> _Work task_: The full set of entries below must be returned exactly as shown.

Stored data entries
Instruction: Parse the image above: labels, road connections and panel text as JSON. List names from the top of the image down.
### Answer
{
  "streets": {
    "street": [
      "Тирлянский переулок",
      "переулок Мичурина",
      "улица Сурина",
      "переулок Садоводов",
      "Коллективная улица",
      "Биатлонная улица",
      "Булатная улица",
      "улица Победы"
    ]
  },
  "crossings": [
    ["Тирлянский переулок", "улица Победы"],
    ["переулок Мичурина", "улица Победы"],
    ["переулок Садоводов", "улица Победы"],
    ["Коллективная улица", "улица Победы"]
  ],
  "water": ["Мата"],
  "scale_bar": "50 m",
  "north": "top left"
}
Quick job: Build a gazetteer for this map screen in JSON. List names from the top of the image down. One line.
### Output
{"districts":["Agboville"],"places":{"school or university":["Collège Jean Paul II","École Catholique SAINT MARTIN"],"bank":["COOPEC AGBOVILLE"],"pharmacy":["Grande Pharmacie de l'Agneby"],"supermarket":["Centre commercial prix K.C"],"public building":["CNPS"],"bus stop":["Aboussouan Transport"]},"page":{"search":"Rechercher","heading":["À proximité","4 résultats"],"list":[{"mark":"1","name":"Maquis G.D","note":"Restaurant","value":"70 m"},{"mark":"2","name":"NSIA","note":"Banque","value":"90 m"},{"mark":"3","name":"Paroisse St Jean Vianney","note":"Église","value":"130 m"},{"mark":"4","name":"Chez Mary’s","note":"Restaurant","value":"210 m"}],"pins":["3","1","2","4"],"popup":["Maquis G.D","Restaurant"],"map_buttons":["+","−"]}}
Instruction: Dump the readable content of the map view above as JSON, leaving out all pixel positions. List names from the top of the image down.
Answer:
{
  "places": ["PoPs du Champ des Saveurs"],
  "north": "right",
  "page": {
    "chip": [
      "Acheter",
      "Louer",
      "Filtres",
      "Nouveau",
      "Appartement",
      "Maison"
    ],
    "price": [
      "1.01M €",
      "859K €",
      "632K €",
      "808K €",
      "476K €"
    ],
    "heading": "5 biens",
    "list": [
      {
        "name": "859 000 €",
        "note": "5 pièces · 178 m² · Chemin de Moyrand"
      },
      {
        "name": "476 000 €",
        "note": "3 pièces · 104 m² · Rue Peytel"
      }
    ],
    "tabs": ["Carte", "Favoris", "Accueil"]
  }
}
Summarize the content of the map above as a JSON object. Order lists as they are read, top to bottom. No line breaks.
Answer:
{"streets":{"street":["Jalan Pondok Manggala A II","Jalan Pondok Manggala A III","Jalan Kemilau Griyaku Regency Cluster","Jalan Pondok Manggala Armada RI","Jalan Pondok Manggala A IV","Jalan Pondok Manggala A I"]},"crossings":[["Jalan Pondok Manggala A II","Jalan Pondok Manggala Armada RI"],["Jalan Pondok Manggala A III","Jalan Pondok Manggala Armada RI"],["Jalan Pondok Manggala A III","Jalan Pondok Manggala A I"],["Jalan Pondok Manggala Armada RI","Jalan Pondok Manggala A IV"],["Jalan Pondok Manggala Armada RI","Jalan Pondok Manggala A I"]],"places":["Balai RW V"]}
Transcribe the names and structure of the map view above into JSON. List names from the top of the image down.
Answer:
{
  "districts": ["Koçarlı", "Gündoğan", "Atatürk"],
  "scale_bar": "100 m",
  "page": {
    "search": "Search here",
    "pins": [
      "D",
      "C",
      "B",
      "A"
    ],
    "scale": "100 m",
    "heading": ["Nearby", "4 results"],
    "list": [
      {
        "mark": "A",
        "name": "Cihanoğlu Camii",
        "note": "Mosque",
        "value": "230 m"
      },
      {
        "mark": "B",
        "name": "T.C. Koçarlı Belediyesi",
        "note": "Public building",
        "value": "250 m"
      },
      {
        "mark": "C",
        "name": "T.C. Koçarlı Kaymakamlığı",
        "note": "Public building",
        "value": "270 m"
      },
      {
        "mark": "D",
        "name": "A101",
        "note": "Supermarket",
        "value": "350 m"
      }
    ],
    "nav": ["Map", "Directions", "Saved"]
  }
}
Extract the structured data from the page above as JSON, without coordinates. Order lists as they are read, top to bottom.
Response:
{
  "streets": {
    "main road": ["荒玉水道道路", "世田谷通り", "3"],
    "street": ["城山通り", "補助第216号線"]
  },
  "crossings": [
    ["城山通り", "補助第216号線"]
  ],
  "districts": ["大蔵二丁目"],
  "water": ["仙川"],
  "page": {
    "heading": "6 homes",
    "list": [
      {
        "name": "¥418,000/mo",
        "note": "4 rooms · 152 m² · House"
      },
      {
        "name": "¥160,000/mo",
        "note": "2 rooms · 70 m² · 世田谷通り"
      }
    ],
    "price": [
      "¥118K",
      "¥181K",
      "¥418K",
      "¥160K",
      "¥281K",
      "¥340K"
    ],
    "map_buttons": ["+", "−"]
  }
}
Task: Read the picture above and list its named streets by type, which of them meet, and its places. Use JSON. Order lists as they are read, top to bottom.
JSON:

> _Exercise output_:
Instruction: Parse the image above: labels, road connections and panel text as JSON. List names from the top of the image down.
### Answer
{
  "streets": {
    "street": [
      "Тирлянский переулок",
      "переулок Мичурина",
      "улица Сурина",
      "переулок Садоводов",
      "Коллективная улица",
      "Биатлонная улица",
      "Булатная улица",
      "улица Победы"
    ]
  },
  "crossings": [
    ["Тирлянский переулок", "улица Победы"],
    ["переулок Мичурина", "улица Победы"],
    ["переулок Садоводов", "улица Победы"],
    ["Коллективная улица", "улица Победы"]
  ],
  "water": ["Мата"],
  "scale_bar": "50 m",
  "north": "top left"
}
Quick job: Build a gazetteer for this map screen in JSON. List names from the top of the image down. One line.
### Output
{"districts":["Agboville"],"places":{"school or university":["Collège Jean Paul II","École Catholique SAINT MARTIN"],"bank":["COOPEC AGBOVILLE"],"pharmacy":["Grande Pharmacie de l'Agneby"],"supermarket":["Centre commercial prix K.C"],"public building":["CNPS"],"bus stop":["Aboussouan Transport"]},"page":{"search":"Rechercher","heading":["À proximité","4 résultats"],"list":[{"mark":"1","name":"Maquis G.D","note":"Restaurant","value":"70 m"},{"mark":"2","name":"NSIA","note":"Banque","value":"90 m"},{"mark":"3","name":"Paroisse St Jean Vianney","note":"Église","value":"130 m"},{"mark":"4","name":"Chez Mary’s","note":"Restaurant","value":"210 m"}],"pins":["3","1","2","4"],"popup":["Maquis G.D","Restaurant"],"map_buttons":["+","−"]}}
Instruction: Dump the readable content of the map view above as JSON, leaving out all pixel positions. List names from the top of the image down.
Answer:
{
  "places": ["PoPs du Champ des Saveurs"],
  "north": "right",
  "page": {
    "chip": [
      "Acheter",
      "Louer",
      "Filtres",
      "Nouveau",
      "Appartement",
      "Maison"
    ],
    "price": [
      "1.01M €",
      "859K €",
      "632K €",
      "808K €",
      "476K €"
    ],
    "heading": "5 biens",
    "list": [
      {
        "name": "859 000 €",
        "note": "5 pièces · 178 m² · Chemin de Moyrand"
      },
      {
        "name": "476 000 €",
        "note": "3 pièces · 104 m² · Rue Peytel"
      }
    ],
    "tabs": ["Carte", "Favoris", "Accueil"]
  }
}
Summarize the content of the map above as a JSON object. Order lists as they are read, top to bottom. No line breaks.
Answer:
{"streets":{"street":["Jalan Pondok Manggala A II","Jalan Pondok Manggala A III","Jalan Kemilau Griyaku Regency Cluster","Jalan Pondok Manggala Armada RI","Jalan Pondok Manggala A IV","Jalan Pondok Manggala A I"]},"crossings":[["Jalan Pondok Manggala A II","Jalan Pondok Manggala Armada RI"],["Jalan Pondok Manggala A III","Jalan Pondok Manggala Armada RI"],["Jalan Pondok Manggala A III","Jalan Pondok Manggala A I"],["Jalan Pondok Manggala Armada RI","Jalan Pondok Manggala A IV"],["Jalan Pondok Manggala Armada RI","Jalan Pondok Manggala A I"]],"places":["Balai RW V"]}
Transcribe the names and structure of the map view above into JSON. List names from the top of the image down.
Answer:
{
  "districts": ["Koçarlı", "Gündoğan", "Atatürk"],
  "scale_bar": "100 m",
  "page": {
    "search": "Search here",
    "pins": [
      "D",
      "C",
      "B",
      "A"
    ],
    "scale": "100 m",
    "heading": ["Nearby", "4 results"],
    "list": [
      {
        "mark": "A",
        "name": "Cihanoğlu Camii",
        "note": "Mosque",
        "value": "230 m"
      },
      {
        "mark": "B",
        "name": "T.C. Koçarlı Belediyesi",
        "note": "Public building",
        "value": "250 m"
      },
      {
        "mark": "C",
        "name": "T.C. Koçarlı Kaymakamlığı",
        "note": "Public building",
        "value": "270 m"
      },
      {
        "mark": "D",
        "name": "A101",
        "note": "Supermarket",
        "value": "350 m"
      }
    ],
    "nav": ["Map", "Directions", "Saved"]
  }
}
Extract the structured data from the page above as JSON, without coordinates. Order lists as they are read, top to bottom.
Response:
{
  "streets": {
    "main road": ["荒玉水道道路", "世田谷通り", "3"],
    "street": ["城山通り", "補助第216号線"]
  },
  "crossings": [
    ["城山通り", "補助第216号線"]
  ],
  "districts": ["大蔵二丁目"],
  "water": ["仙川"],
  "page": {
    "heading": "6 homes",
    "list": [
      {
        "name": "¥418,000/mo",
        "note": "4 rooms · 152 m² · House"
      },
      {
        "name": "¥160,000/mo",
        "note": "2 rooms · 70 m² · 世田谷通り"
      }
    ],
    "price": [
      "¥118K",
      "¥181K",
      "¥418K",
      "¥160K",
      "¥281K",
      "¥340K"
    ],
    "map_buttons": ["+", "−"]
  }
}
Task: Read the picture above and list its named streets by type, which of them meet, and its places. Use JSON. Order lists as they are read, top to bottom.
JSON:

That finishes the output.